Prof. Dr. Dagmar Herzog
History
Graduate Center, City University of New York
Psychodynamic-therapeutic perspectives…
…, because sexual desire, renunciation and prohibition are genuinely psychodynamic concepts. Psychoanalysis and related dynamic-therapeutic approaches offer a complex theory of sexuality, most specifically a theory able to reconstruct the many-layered, conflict-laden connections between desire and prohibition in their simultaneously subjective and societal dimensions. The ambivalence of “the sexual,” the intimate links between wanting and forbidding, provoke feelings of guilt and aggression. Indeed, the ambivalence is especially relevant in the relationship between the generations: The aged are deemed to need special protection; yet these happen to be precisely the ones from whom, in the parent-child relationship, the original interdictions came, and superficial compliance with the prohibitions may well be underlain with latent rage and resentment.
Prof. Dr. Katinka Schweizer
Psychology
MSH Medical School Hamburg
Prof. Dr. Ilka Quindeau
Clinical Psychology
Frankfurt University of Applied Sciences
Media/communication science…
…, because public opinion is developed, expressed and conveyed both in journalism and, with individual idiosyncrasy and enormous variety, in social media. Although in the digital age, other forms of public communication have emerged, journalism through mass media remains the main source for agenda setting and agenda perception in a society, as well as the discernment of relevance and irrelevance of certain topics. Journalism also adds significantly to the framing of topics and dynamics of opinion formation. Computer-mediated communication between individuals and groups, as it is an inherent component of social networking sites, has been found to have both disinhibitory and hyperpersonal functions: It facilitates and accelerates the expression of opinions and affects that tend to be hidden in other forms of communication. Therefore, the dynamics of computer-mediated communication lead to a higher visibility of intimate and nonconformist thoughts, but also of hate, deindividuation and calls for moral sanctions.

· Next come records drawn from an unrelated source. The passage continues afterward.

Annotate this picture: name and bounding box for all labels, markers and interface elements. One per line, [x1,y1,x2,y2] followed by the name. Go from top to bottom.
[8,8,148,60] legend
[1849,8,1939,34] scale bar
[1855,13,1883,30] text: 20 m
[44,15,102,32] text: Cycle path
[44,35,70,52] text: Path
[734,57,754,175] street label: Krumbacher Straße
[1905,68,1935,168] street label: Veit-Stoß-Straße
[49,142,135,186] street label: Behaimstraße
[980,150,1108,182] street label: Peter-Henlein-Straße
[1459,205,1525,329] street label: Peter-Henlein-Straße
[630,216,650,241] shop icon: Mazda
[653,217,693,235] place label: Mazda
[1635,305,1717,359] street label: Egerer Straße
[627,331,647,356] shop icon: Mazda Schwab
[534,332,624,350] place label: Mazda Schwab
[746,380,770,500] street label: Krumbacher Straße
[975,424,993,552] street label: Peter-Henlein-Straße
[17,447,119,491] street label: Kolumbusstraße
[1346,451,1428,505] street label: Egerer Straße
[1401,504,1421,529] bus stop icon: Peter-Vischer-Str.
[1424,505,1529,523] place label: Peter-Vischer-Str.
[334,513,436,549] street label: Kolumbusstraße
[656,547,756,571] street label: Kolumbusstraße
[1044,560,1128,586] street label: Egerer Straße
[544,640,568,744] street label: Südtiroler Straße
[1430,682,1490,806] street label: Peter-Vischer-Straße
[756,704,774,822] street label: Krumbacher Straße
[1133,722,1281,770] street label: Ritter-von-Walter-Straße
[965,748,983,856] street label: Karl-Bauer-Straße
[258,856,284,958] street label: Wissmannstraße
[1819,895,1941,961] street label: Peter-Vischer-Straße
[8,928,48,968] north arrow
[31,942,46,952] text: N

Prof. Dr. Friederike Herrmann
Journalism & Communication Studies
Catholic University Eichstätt-Ingolstadt
Dr. Richard Lemke
Social Studies & Leadership
Police Academy Niedersachsen
The dynamics of public discourses on sexuality during a time of social distancing allow a deepened comprehension of the nature of human sexuality, but they also help us to make sense of how talk about sex functions as a vehicle for managing broader social conflicts and anxieties. Our findings with regard to expressions of desire, prohibition and renunciation, as well as efforts either to dismiss or to defend the importance of sexuality in human lives in the context of this social crisis, along with the necessary historical contextualization, will be important for understanding other crises and the political decisions made in an effort to manage these. In addition, on a level of applied results, the knowledge of public discourses on sexual pleasure will be of high relevance for psychotherapeutic processes in the near future.